Purpose. We present a systematic Bayesian formulation of the stochastic localization/triangulation problem close to constraining interfaces. Methods. For this purpose, the terminology of Bayesian estimation is summarized suitably for applied researchers including the presentation of Maximum Likelihood (ML), Maximum A Posteriori (MAP), and Minimum Mean Square Error (MMSE) estimation. Explicit estimators for triangulation are presented for the linear 2D parallel beam and the nonlinear 3D cone beam model. The priors in MAP and MMSE optionally incorporate (A) the hard constraints about the interface and (B) knowledge about the probability of the object with respect to the interface. All presented estimators are compared in several simulation studies for live acquisition scenarios with 10,000 samples each. Results.
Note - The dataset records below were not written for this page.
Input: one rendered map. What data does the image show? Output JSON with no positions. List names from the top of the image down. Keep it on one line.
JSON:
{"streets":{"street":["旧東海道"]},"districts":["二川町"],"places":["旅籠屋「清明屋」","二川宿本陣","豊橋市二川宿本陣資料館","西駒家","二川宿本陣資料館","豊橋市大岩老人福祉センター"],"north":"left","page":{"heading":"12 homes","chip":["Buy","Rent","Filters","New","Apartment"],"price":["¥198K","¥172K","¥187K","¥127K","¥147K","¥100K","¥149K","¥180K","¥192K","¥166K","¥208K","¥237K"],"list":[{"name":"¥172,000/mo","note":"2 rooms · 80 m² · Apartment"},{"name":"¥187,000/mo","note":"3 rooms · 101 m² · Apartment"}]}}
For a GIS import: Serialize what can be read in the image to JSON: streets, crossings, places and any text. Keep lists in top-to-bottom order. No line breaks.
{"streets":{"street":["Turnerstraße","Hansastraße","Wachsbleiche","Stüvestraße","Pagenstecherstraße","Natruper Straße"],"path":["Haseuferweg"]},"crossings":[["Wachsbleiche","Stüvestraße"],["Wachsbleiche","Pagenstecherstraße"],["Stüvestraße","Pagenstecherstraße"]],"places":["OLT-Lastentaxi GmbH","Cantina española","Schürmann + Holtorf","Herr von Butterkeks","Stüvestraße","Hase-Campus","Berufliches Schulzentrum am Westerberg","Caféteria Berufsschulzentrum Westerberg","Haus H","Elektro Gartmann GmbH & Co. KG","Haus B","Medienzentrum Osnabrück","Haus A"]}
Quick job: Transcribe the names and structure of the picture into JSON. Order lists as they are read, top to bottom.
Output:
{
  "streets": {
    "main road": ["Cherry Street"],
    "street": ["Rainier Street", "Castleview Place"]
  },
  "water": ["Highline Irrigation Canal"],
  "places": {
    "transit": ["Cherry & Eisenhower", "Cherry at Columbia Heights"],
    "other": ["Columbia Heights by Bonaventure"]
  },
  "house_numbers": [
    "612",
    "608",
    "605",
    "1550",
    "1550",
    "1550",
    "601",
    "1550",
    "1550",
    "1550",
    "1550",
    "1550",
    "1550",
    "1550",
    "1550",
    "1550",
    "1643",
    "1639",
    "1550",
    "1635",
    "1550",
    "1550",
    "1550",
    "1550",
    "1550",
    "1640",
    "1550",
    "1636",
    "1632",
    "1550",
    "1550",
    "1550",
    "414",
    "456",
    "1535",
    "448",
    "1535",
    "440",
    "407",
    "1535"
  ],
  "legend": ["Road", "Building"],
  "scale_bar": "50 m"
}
First, the presented application shows that MAP and MMSE perform considerably better, leading to lower Root Mean Square Errors (RMSEs) in the simulation studies compared to the ML approach by typically introducing a bias. Second, utilizing priors including (A) and (B) is very beneficial compared to just including (A). Third, typically MMSE leads to better results than MAP, by the cost of significantly higher computational effort. Conclusion. Depending on the specific application and prior knowledge, MAP and MMSE estimators strongly increase the estimation accuracy for localization close to interfaces.